In article <2245@iscuva.ISCS.COM> carlp@iscuva (Carl Paukstis) writes:
>Eric Gisin at Mortice Kern Systems writes:
>>How come I can't find a compiler that generates correct
>>code for pointer subtraction in C on 8086s?
>>Neither Turbo, Microsoft, or Watcom do it right.
>>
>>All of the compilers I tried computed a 16 bit difference,
>>then sign extended it before dividing.
>>This does not work if the pointers differ by more than 32K.
>
>(NOTE CRITICAL POINT FOR ERIC'S COMPLAINT:  the difference between s and
>s+10000 is 60,000 bytes - easily less that the 64K segment limit)
  The 64K segment limit has little to do with it. The 16 bit architecture
ie 16 bit _int_ is the determining factor.

>"Similarly, the C language defines the result of subtracting two
>pointers as an _int_ value.  
  ... as you posted.

>Gentlepersons all: is this about the best job Microsoft could have done,
>given the wonderfulness of Intel segmented address space?
>
>4)  Avoid Intel-based systems whenever possible :-)
  ... but forgot when you let your prejudices take control.

  Have you tried the same on a 32 bit VAX where the addresses differ by
more than 2**31 - 1? Oops, DEC ducked this one by putting the 'negative'
addresses into a separate 'system' space so the address space is still
describable by a positive _int_. However, is the point not clear ... ?

>Carl Paukstis    +1 509 927 5600 x5321  

Ross W. Wetmore                 | rwwetmore@water.NetNorth
University of Waterloo          | rwwetmore@math.Uwaterloo.ca
Waterloo, Ontario N2L 3G1       | {uunet, ubc-vision, utcsri}
(519) 885-1211 ext 4719         |   !watmath!rwwetmore

carlp@iscuva.ISCS.COM (Carl Paukstis) (01/04/89)
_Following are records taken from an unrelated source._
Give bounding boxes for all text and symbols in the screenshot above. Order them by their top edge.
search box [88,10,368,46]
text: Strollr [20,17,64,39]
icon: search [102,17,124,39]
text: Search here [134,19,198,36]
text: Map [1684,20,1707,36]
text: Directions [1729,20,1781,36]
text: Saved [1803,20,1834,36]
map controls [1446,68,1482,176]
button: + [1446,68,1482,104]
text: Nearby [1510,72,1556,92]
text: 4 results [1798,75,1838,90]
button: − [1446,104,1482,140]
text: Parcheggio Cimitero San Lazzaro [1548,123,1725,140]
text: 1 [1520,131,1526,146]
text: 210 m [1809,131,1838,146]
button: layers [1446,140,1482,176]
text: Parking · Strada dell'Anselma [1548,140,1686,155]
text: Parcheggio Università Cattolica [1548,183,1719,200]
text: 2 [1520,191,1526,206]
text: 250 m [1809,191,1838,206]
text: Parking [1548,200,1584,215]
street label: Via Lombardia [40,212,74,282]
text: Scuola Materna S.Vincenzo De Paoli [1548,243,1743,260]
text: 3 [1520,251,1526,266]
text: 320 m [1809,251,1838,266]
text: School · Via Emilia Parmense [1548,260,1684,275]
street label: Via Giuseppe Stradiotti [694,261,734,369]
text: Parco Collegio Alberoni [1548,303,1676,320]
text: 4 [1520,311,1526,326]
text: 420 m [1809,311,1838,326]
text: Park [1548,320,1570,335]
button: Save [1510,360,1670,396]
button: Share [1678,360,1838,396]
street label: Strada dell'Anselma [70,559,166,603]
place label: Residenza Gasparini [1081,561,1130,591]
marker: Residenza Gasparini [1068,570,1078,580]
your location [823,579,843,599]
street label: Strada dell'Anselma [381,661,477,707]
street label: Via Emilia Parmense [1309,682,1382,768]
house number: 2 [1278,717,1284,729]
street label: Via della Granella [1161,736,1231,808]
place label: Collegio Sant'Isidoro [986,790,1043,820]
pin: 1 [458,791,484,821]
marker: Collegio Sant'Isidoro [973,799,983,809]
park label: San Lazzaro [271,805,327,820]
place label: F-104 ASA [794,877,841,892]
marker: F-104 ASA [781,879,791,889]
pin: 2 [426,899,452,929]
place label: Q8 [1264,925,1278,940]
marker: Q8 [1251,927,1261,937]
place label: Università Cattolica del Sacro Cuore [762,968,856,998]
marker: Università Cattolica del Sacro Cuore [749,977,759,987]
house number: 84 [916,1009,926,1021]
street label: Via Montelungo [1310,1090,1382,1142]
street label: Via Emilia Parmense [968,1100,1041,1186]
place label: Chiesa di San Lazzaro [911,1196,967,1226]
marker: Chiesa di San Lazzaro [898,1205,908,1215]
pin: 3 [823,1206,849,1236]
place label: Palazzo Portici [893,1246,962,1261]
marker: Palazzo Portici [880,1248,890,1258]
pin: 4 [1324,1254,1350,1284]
In article <22905@watmath.waterloo.edu> rwwetmore@grand.waterloo.edu (Ross Wetmore) writes:
>In article <2245@iscuva.ISCS.COM> carlp@iscuva (Carl Paukstis) writes:
>>Eric Gisin at Mortice Kern Systems writes:
>>>How come I can't find a compiler that generates correct
>>>code for pointer subtraction in C on 8086s?
>>>Neither Turbo, Microsoft, or Watcom do it right.
>>>
>>>All of the compilers I tried computed a 16 bit difference,
>>>then sign extended it before dividing.
>>>This does not work if the pointers differ by more than 32K.
                                                          ^^^ BYTES!
>>
>>(NOTE CRITICAL POINT FOR ERIC'S COMPLAINT:  the difference between s and
>>s+10000 is 60,000 bytes - easily less that the 64K segment limit)

>  The 64K segment limit has little to do with it. The 16 bit architecture
>ie 16 bit _int_ is the determining factor.

I'm not sure which side of this I really want to argue :-)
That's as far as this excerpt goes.